Yaghtin’s defense argued that the order by law enforcement to move to the protest zone was unlawful. Staab said the police’s policy of separating people into zones wasn’t narrowly tailored to be the least restrictive of free speech.
“The grass strip where Mr. Yaghtin was standing was not closed to the public in general,” Staab wrote. “Instead, it was apparently closed to persons who manifested a certain belief regardless of whether that belief was being conveyed to the public.”
This is where Bohach’s article begins. After the dismissal, the prosecutor’s office announced it would appeal the judge’s ruling. City Prosecutor Justin Bingham said he could not comment on specifics of the case because it is ongoing litigation, but he did confirm that Sean O’Quinn is the prosecutor handling the case.
Bohach wrote that O’Quinn has an agenda.
“Does the City of Spokane Attorney’s Office have an anti-Christian bias?” Bohach wrote. “The lead prosecutor’s social media indicates so. On Facebook, he referred to people associated with the case as ‘religious loonies.’ ”
Bohach provided a screenshot that appears to be from O’Quinn’s Facebook account. The post reads, “Old picture. I had a picture of my 8th grader here, but as a result of the religious loonies associated with a case I am prosecuting, I was advised to change the pic so I switch to this old picture briefly.”
Bingham said O’Quinn is currently traveling and not available for comment.
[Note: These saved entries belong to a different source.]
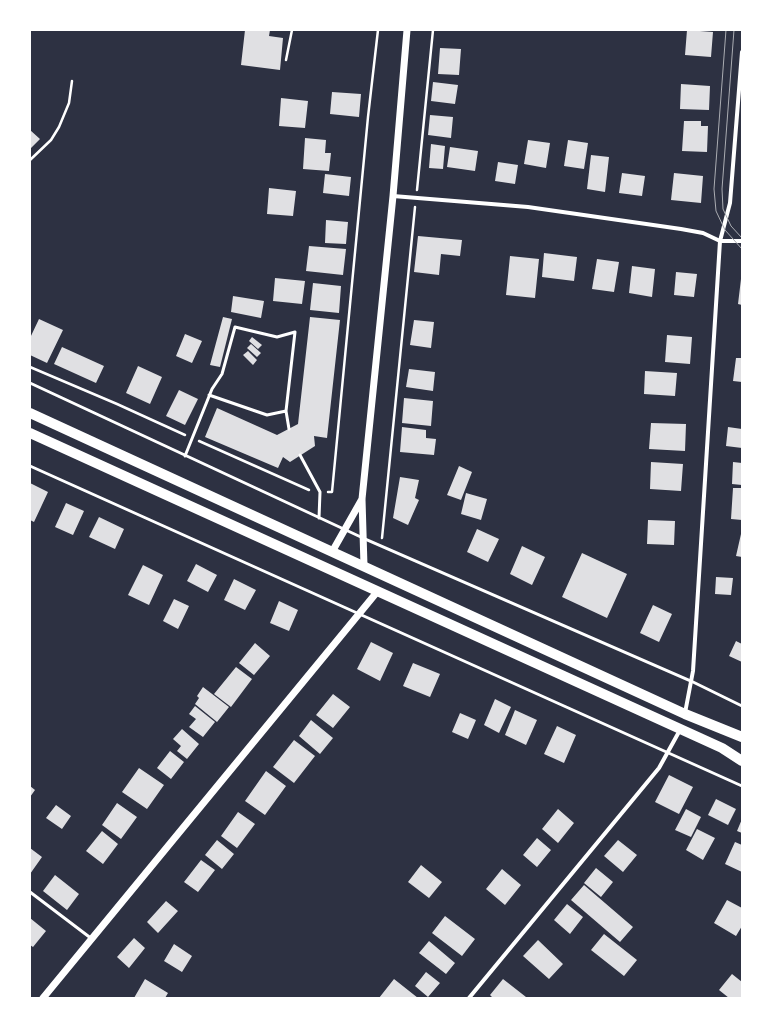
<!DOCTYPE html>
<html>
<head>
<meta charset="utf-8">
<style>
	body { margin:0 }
	#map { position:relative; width:772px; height:1028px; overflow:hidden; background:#2d3142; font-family:Raleway,sans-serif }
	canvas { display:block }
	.frame { position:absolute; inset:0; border:31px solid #fff; pointer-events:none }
</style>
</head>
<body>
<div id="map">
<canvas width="772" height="1028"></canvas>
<div class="frame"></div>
</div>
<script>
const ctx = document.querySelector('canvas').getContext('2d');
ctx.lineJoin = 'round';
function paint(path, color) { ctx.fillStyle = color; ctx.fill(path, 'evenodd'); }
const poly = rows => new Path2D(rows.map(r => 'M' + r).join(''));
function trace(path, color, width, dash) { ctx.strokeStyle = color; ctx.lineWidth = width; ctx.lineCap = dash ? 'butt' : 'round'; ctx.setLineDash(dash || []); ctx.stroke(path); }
paint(poly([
	[245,30,270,30,269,36,283,38,280,70,241,65],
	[687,30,713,32,711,57,685,55],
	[440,48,461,49,459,75,438,74],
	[433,82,458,85,455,104,431,101],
	[681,84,710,86,709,110,680,109],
	[332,92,361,94,359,117,330,114],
	[281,98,308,101,305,128,279,126],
	[430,115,453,117,451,138,428,135],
	[684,121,701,121,701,126,708,126,707,152,682,151],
	[30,130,40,139,30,149],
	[305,138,326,140,325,153,331,153,329,171,303,169],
	[528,140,550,143,546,168,524,164],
	[568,140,588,143,584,169,564,166],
	[431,144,445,146,443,169,429,168],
	[450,147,478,151,475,171,447,167],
	[591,155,609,157,605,192,587,189],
	[498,162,518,165,515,184,495,181],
	[622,173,645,176,642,196,619,193],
	[674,173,703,176,701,203,671,200],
	[325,174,351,177,349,196,323,193],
	[269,188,296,191,293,216,267,214],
	[326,220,348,222,346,244,325,243],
	[418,236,462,240,460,256,441,254,439,275,414,272],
	[309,246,346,249,343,275,306,271],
	[544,253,577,257,574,281,542,277],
	[510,256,539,259,535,298,506,295],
	[597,259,619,262,614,292,592,289],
	[632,266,655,269,652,297,629,293],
	[676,272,697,274,694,297,674,295],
	[275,278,305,281,302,304,273,301],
	[741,279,742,279,742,305,738,304],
	[313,283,341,286,339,313,310,310],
	[233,296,264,301,261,318,231,312],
	[223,317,232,319,220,367,210,365],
	[310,317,340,320,327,438,314,436,315,446,290,462,283,457,278,468,205,437,217,408,277,435,298,424],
	[39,319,63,330,47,363,30,355,30,338],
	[414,320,434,322,431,348,410,345],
	[185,334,202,341,192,363,176,356],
	[667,335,692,337,690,364,665,362],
	[252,337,262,345,258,349,249,341],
	[251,344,261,353,257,357,247,348],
	[62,347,104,366,96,383,54,364],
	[248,351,257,360,253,365,243,355],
	[736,358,742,358,742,382,733,381],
	[138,366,162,377,150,404,126,393],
	[409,369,435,372,433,391,406,387],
	[645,371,677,373,675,396,644,394],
	[179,390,198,399,185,425,166,416],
	[404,398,433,401,431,426,402,423],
	[651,423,686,424,685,451,649,449],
	[402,427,426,430,426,438,436,439,434,455,400,452],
	[728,427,742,429,742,448,726,446],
	[651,462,683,464,681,491,650,489],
	[733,462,742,463,742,485,732,484],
	[459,466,472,472,461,500,447,495],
	[400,477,419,480,415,498,419,500,408,525,393,518],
	[30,483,48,492,34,522,30,520],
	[733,488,742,488,742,520,731,519],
	[466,493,487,499,481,520,461,514],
	[66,503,84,511,73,535,55,527],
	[99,517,124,529,115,549,89,537],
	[648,520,675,521,674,545,647,544],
	[477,529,499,539,488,562,467,552],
	[741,534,742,534,742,557,736,556],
	[522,546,545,557,532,585,510,574],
	[582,553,627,574,607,618,562,597],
	[196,564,217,575,208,592,187,581],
	[143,565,163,575,149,605,128,595],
	[716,577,733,578,731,595,715,594],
	[234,579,256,590,245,610,224,600],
	[174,599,189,606,178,629,163,621],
	[279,601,298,610,289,631,270,623],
	[653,605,672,614,659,642,640,633],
	[736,641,742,644,742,662,729,656],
	[371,642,393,653,380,681,357,669],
	[255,643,270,656,254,675,239,663],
	[413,663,440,674,430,697,403,686],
	[236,667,252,679,231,707,214,694],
	[203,687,229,707,217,722,195,704,199,698,197,696],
	[333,694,350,707,333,728,316,715],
	[495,699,511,707,499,733,484,725],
	[195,706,215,722,203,737,189,727,196,719,189,714],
	[515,710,537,720,526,745,505,735],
	[460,713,476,720,468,739,452,732],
	[311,720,333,738,320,754,299,736],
	[557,726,576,735,564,763,544,754],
	[182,729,199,744,187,759,177,751,181,746,173,739],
	[294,740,315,756,294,783,273,767],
	[170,751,184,762,171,779,157,768],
	[139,768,164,785,147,809,122,792],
	[266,771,286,786,265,815,245,801],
	[669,775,693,787,679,814,655,802],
	[30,786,35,790,30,797],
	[716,799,736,809,728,825,708,815],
	[117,803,137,817,121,839,102,825],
	[56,805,71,816,62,829,46,818],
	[558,809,574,823,558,843,542,829],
	[686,809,701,817,691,837,675,830],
	[238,812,255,824,237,848,221,836],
	[742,819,742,833,737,831],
	[697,829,715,838,703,860,686,850],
	[102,831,118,844,103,864,86,851],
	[537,838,551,850,537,867,523,855],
	[217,840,234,854,222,869,205,855],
	[618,840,637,855,623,872,604,856],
	[735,842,742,845,742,872,725,864],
	[30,848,42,857,30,874],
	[201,860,215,870,198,892,184,882],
	[421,865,442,882,429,898,408,882],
	[596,868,613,882,601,897,584,883],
	[502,869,521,885,505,905,486,889],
	[55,875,79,894,67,910,43,891],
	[584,885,633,927,620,942,571,900],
	[727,900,742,908,742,926,736,936,714,923],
	[166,901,178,911,158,933,147,922],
	[567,904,583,917,570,934,554,920],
	[445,916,475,939,462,956,432,933],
	[30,918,46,931,33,947,30,945],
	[604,934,637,960,624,976,591,950],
	[134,938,145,948,129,968,117,957],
	[538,940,563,964,549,979,523,956],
	[429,941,455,963,446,974,419,953],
	[174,944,192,956,182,972,164,961],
	[426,972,440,983,428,997,415,986],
	[732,974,742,982,742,998,729,998,719,990],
	[145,979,168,993,165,998,134,998],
	[394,979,418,998,379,998],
	[503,979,526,997,526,998,493,998,490,995]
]), '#e0e0e3');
trace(poly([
	[286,60,292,30],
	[30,160,51,140,59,127,69,103,72,81],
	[417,190,433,30],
	[30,367,117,404,185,435],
	[199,441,309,490],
	[328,492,332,492,368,117,378,30],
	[382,538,415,207]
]), '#fff', 2.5);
trace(poly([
	[30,383,363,538,691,681,742,706],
	[209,395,267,415,286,411],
	[300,455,320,492,319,518],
	[185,456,212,389,222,374,235,327,277,337,295,332,286,411,289,429],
	[30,466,742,786],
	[30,892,92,939]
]), '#fff', 3);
trace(poly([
	[393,196,528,207,681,229,703,233,720,241,742,241],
	[685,713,693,671,720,241,730,203,742,52],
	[469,998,659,768,680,730]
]), '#fff', 4);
trace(poly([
	[332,552,362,499],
	[364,566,362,499,393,196,407,30],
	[43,998,377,592]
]), '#fff', 7);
trace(poly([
	[30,413,685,714,742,737],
	[30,433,722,748,742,761]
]), '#fff', 10);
trace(poly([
	[726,30,714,189,716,211,725,230,742,249],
	[734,30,722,189,723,209,731,226,742,238]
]), '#abadb3', 1);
</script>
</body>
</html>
“I was taken aback that they were going to appeal it because it’s not really that big of a thing that they would want to prosecute that,” Bohach said in a phone interview. “With everything else that’s going on in Spokane, that they would focus on a Christian pastor I thought was outrageous.”
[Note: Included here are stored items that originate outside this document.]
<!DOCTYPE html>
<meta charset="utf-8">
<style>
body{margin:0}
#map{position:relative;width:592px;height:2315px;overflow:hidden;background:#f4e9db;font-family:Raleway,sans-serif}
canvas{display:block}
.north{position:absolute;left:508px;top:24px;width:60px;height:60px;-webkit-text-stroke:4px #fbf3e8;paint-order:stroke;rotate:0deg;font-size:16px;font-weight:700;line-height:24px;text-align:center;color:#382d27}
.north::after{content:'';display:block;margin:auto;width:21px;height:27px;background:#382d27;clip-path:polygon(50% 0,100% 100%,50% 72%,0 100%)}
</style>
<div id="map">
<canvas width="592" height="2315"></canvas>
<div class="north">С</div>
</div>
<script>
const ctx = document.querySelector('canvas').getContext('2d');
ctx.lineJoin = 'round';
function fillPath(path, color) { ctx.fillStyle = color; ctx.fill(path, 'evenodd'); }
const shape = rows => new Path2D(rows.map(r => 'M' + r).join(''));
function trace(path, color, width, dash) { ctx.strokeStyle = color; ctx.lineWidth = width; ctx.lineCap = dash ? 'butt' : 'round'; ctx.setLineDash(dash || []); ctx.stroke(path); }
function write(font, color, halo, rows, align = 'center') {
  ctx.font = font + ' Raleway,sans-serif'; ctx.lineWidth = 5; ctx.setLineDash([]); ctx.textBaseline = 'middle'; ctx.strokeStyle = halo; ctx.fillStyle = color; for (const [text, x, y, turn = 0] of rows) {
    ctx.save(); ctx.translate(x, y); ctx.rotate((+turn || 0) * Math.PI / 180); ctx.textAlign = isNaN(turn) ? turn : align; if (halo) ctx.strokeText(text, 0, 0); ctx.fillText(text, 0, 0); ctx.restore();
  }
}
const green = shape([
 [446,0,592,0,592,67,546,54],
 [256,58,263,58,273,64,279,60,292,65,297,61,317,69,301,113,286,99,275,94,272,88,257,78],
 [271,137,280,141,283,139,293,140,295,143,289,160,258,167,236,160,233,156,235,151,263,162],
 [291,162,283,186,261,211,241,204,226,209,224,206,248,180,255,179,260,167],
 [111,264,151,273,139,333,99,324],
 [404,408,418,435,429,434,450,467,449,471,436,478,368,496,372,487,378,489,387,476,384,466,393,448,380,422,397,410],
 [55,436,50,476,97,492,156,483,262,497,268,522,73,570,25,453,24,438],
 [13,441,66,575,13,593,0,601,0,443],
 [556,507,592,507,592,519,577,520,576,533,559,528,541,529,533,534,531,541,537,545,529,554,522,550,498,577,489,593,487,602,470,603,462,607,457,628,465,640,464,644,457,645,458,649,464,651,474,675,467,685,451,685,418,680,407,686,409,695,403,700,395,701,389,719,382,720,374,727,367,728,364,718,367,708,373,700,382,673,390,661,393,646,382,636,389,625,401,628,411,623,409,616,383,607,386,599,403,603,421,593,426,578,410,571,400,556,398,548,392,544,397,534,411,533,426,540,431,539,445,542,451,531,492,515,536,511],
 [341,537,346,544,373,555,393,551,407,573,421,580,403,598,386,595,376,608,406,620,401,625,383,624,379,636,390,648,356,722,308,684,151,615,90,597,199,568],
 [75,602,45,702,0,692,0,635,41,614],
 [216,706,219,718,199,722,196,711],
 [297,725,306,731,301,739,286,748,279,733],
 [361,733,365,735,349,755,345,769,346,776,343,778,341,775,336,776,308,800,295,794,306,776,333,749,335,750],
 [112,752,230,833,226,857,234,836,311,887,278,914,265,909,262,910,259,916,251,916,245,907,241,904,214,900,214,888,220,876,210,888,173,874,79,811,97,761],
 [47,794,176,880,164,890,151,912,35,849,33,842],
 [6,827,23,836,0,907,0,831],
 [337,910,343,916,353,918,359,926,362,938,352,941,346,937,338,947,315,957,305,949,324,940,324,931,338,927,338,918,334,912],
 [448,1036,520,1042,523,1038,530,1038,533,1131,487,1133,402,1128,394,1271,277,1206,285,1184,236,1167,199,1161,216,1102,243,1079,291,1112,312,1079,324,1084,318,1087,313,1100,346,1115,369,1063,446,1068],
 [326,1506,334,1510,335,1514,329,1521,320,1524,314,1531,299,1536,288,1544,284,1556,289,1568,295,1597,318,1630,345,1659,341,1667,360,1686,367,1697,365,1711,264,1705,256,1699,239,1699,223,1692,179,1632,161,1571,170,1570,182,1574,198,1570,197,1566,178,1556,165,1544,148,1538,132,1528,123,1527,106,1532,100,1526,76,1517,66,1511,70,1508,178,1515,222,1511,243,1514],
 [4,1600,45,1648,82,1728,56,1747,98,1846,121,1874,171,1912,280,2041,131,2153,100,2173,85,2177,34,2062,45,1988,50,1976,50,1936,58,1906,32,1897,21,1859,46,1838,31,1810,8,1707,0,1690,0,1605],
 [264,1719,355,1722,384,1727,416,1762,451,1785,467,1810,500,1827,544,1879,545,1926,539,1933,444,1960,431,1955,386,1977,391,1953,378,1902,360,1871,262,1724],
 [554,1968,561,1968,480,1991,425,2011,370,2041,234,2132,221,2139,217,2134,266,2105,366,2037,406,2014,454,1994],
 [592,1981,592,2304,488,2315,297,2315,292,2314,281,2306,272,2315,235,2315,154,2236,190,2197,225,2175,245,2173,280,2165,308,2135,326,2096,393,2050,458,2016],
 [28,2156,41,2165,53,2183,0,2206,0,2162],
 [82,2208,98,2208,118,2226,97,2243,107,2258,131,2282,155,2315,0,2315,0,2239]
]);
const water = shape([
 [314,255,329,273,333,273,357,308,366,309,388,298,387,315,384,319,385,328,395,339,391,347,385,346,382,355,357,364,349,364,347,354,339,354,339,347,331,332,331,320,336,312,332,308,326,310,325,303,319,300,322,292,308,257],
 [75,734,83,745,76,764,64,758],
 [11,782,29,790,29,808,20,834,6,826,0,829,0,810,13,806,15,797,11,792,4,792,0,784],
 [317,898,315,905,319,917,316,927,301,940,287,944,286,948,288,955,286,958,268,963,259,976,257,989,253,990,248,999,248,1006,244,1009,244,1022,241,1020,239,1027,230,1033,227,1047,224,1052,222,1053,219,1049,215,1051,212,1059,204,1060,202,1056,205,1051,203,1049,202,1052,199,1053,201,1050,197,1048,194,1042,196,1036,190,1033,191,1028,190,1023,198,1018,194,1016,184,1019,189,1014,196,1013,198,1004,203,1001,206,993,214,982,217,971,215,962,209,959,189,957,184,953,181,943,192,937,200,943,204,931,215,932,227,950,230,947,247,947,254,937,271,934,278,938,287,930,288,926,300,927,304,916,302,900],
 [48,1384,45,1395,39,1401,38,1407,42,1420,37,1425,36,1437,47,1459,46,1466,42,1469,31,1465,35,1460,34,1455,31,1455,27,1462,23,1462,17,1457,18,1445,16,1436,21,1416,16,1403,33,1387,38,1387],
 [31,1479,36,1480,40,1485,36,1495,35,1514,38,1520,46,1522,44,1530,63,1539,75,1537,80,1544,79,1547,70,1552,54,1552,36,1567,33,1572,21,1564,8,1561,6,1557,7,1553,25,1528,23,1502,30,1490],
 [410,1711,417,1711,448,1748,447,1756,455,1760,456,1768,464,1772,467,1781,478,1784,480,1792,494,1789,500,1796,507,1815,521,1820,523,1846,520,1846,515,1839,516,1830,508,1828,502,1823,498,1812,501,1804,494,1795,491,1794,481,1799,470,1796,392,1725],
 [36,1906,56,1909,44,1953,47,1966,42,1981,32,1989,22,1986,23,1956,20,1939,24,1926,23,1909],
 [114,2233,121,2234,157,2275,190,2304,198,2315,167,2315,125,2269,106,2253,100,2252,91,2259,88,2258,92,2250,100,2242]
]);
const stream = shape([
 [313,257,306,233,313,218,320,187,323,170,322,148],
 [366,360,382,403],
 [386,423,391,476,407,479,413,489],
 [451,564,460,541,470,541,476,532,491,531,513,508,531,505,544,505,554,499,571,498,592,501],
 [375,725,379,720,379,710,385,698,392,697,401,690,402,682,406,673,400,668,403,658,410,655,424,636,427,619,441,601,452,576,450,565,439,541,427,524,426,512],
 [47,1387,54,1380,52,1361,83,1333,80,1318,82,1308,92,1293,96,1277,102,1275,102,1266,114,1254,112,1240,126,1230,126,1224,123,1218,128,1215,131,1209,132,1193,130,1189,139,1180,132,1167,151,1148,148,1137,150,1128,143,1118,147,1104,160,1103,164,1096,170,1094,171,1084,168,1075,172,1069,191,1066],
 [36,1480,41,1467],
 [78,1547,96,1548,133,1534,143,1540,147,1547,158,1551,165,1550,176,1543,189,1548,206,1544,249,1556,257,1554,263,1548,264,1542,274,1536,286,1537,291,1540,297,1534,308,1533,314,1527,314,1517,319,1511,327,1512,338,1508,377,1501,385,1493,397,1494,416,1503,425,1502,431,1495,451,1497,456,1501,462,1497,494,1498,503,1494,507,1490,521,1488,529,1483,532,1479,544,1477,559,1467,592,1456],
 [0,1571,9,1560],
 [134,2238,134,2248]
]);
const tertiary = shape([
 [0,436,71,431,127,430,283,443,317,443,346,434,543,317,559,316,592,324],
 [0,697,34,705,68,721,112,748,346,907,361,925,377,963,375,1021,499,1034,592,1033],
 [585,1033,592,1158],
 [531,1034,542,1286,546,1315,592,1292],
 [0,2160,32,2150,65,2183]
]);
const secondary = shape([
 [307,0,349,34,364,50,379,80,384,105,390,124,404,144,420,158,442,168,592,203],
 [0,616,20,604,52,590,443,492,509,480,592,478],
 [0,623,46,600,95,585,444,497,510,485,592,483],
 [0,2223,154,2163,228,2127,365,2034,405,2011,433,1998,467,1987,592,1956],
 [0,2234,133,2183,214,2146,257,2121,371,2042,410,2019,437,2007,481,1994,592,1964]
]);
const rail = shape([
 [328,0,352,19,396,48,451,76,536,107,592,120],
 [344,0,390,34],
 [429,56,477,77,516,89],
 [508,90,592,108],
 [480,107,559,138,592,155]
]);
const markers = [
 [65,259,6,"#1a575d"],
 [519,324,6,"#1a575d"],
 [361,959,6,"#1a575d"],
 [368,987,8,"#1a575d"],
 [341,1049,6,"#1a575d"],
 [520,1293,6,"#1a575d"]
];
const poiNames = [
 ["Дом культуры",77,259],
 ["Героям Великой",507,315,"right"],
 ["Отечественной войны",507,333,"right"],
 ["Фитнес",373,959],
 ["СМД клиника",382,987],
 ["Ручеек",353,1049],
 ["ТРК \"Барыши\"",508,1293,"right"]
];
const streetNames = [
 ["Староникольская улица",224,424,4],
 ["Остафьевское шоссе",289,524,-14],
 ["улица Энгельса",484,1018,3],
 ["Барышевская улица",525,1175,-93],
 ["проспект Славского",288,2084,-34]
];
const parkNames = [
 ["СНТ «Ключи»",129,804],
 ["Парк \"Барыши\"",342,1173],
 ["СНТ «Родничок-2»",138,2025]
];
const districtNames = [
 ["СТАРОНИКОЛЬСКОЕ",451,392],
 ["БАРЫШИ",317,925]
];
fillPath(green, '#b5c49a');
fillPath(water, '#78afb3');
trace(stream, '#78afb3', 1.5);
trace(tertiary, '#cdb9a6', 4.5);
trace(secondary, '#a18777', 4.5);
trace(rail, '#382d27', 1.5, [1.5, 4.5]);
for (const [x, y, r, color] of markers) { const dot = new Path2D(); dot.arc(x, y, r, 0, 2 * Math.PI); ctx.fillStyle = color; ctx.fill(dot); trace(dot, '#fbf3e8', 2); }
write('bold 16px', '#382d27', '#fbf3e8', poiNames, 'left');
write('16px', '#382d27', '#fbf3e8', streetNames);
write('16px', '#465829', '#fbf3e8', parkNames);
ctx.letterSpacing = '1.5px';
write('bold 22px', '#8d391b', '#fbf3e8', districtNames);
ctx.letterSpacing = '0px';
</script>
Bohach’s article explained what she saw to be more pressing matters in Spokane: untested rape kits, opioids and a serial killer at large.
Sgt. Terry Preuninger, a police spokesman, acknowledges there are untested rape kits that have been sent to Washington State Lab but said he did not know of an area serial killer.
Bohach said she was referring to 2017 and 2018 KHQ reports on the potential “serial killer in the making” after the murders of Heather Higgins and Kala Williams. The man thought to be responsible for their murders – Robert G. Davis – is in prison for a 2014 attack against a Coeur d’Alene woman. Davis will not have a parole hearing until 2024.